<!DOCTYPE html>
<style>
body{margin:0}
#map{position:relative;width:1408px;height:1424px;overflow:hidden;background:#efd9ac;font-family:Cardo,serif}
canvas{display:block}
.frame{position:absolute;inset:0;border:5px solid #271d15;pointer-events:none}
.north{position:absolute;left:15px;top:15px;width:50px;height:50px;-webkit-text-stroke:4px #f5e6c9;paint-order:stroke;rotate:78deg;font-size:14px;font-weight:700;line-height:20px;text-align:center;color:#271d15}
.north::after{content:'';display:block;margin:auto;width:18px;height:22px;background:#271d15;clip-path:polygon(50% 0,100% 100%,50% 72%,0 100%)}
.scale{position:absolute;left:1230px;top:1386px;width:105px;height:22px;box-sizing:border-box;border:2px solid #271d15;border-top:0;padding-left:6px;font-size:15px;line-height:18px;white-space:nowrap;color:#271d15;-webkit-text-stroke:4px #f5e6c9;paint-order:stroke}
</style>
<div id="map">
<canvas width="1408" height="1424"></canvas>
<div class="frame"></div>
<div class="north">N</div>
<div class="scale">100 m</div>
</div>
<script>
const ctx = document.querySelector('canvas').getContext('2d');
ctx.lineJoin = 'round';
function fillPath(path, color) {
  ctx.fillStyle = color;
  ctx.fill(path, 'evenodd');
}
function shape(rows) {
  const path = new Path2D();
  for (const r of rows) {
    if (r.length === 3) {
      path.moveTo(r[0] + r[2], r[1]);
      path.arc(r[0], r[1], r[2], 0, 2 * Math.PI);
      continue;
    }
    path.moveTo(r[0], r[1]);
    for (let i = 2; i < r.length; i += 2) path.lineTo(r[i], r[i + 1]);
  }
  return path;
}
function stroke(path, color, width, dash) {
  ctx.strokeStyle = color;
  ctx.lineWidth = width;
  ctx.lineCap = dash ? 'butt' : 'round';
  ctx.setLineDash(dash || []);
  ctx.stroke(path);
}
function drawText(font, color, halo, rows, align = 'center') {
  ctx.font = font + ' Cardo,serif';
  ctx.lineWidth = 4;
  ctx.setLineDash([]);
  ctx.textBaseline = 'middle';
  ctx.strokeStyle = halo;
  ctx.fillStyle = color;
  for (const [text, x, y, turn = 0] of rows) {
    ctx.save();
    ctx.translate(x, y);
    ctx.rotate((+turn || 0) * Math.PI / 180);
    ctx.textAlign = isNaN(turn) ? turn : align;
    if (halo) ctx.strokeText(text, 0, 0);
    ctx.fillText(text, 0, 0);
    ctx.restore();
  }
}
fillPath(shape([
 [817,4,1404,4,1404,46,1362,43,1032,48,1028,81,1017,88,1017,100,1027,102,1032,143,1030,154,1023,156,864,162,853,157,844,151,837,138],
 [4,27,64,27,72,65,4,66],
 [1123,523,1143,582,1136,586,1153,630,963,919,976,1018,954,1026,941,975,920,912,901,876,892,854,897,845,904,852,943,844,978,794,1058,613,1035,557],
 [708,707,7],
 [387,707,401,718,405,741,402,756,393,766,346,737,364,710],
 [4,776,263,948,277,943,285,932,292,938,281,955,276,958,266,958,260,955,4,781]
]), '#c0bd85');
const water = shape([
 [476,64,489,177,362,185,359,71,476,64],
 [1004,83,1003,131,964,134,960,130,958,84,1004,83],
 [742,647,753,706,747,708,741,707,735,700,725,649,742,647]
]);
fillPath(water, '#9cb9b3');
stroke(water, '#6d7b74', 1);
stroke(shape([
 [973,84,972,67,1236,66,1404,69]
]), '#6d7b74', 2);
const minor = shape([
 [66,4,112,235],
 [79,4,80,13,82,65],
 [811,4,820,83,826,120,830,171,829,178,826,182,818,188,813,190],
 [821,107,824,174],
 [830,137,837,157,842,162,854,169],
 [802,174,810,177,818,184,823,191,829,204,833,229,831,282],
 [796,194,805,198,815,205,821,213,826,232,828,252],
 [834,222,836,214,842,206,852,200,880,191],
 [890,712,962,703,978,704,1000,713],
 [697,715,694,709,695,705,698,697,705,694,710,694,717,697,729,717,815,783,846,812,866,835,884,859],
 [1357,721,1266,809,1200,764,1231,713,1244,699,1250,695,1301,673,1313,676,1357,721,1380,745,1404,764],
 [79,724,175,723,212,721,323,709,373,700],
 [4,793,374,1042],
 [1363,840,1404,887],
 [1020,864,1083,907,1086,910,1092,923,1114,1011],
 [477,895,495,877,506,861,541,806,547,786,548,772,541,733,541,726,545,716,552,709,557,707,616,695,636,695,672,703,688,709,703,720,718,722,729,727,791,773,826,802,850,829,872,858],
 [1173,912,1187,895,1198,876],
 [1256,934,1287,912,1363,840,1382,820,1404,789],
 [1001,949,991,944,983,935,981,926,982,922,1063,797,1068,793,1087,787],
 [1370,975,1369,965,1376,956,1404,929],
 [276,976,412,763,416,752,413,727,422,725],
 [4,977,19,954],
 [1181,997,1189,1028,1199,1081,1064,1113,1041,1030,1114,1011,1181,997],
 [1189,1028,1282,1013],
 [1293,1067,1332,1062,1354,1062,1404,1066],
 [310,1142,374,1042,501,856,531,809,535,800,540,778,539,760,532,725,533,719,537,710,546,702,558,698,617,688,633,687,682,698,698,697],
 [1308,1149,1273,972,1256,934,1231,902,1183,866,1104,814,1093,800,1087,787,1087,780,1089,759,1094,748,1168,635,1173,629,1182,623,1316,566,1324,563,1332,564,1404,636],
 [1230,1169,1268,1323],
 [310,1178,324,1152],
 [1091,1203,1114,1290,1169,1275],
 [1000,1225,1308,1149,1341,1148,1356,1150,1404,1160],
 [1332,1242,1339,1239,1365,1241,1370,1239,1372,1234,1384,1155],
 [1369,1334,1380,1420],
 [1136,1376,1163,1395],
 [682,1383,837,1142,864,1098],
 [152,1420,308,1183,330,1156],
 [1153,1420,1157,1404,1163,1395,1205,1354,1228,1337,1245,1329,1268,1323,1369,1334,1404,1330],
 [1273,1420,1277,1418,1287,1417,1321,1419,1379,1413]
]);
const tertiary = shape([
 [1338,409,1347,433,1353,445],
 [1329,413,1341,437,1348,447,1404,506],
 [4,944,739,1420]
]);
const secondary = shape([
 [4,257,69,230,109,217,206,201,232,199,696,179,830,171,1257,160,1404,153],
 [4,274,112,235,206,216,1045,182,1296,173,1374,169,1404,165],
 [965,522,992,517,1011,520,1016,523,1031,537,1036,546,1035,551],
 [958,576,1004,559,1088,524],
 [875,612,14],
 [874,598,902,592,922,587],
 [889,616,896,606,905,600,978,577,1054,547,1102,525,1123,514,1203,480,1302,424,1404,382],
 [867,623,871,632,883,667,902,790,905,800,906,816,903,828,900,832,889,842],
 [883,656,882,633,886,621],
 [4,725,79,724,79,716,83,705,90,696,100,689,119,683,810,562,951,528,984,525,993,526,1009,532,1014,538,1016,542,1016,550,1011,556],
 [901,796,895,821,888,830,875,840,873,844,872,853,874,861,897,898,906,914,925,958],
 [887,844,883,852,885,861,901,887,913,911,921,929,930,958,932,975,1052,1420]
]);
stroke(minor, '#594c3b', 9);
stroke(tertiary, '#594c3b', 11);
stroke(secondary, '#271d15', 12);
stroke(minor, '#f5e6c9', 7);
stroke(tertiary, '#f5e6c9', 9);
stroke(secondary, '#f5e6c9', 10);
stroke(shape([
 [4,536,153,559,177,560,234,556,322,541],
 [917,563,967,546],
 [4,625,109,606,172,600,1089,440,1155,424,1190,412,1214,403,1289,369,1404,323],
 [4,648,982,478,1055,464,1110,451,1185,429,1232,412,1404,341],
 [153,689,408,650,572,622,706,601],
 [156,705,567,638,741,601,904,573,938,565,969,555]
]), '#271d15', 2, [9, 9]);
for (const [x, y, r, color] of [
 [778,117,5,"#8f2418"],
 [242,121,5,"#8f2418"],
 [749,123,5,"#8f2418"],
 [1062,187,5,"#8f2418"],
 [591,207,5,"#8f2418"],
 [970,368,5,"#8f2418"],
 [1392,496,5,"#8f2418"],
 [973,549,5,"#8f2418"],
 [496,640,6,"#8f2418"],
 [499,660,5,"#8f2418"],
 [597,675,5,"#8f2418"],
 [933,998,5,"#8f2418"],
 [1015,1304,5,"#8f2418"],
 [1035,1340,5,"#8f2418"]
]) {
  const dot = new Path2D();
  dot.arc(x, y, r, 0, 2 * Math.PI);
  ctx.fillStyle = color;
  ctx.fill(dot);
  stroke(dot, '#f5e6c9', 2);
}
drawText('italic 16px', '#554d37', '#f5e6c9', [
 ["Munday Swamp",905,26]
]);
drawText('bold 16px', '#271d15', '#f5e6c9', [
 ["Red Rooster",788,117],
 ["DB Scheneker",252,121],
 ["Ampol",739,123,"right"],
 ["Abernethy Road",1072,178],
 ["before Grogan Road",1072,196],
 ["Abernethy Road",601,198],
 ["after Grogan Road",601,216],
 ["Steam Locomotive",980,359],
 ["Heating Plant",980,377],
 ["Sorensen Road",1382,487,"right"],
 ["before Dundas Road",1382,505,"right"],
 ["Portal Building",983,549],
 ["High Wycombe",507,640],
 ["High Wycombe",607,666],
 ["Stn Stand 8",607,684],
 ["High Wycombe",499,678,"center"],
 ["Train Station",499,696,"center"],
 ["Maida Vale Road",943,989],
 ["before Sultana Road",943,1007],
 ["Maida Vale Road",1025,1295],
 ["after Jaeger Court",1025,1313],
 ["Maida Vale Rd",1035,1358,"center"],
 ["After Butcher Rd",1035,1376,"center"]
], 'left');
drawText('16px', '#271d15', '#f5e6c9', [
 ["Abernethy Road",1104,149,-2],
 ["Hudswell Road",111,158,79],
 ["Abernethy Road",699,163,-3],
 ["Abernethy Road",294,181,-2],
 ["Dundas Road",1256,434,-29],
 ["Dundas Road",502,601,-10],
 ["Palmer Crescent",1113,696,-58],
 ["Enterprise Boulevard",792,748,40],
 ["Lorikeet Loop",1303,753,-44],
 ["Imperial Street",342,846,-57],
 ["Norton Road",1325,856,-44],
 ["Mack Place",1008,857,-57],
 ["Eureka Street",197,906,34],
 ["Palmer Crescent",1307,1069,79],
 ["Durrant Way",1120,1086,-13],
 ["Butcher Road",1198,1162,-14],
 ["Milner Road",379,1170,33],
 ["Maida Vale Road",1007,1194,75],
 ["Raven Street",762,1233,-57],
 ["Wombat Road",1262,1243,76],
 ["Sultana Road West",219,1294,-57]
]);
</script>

━━━━━━━━

Find and copy each line above holding "canvas".

canvas{display:block}
<canvas width="1408" height="1424"></canvas>
const ctx = document.querySelector('canvas').getContext('2d');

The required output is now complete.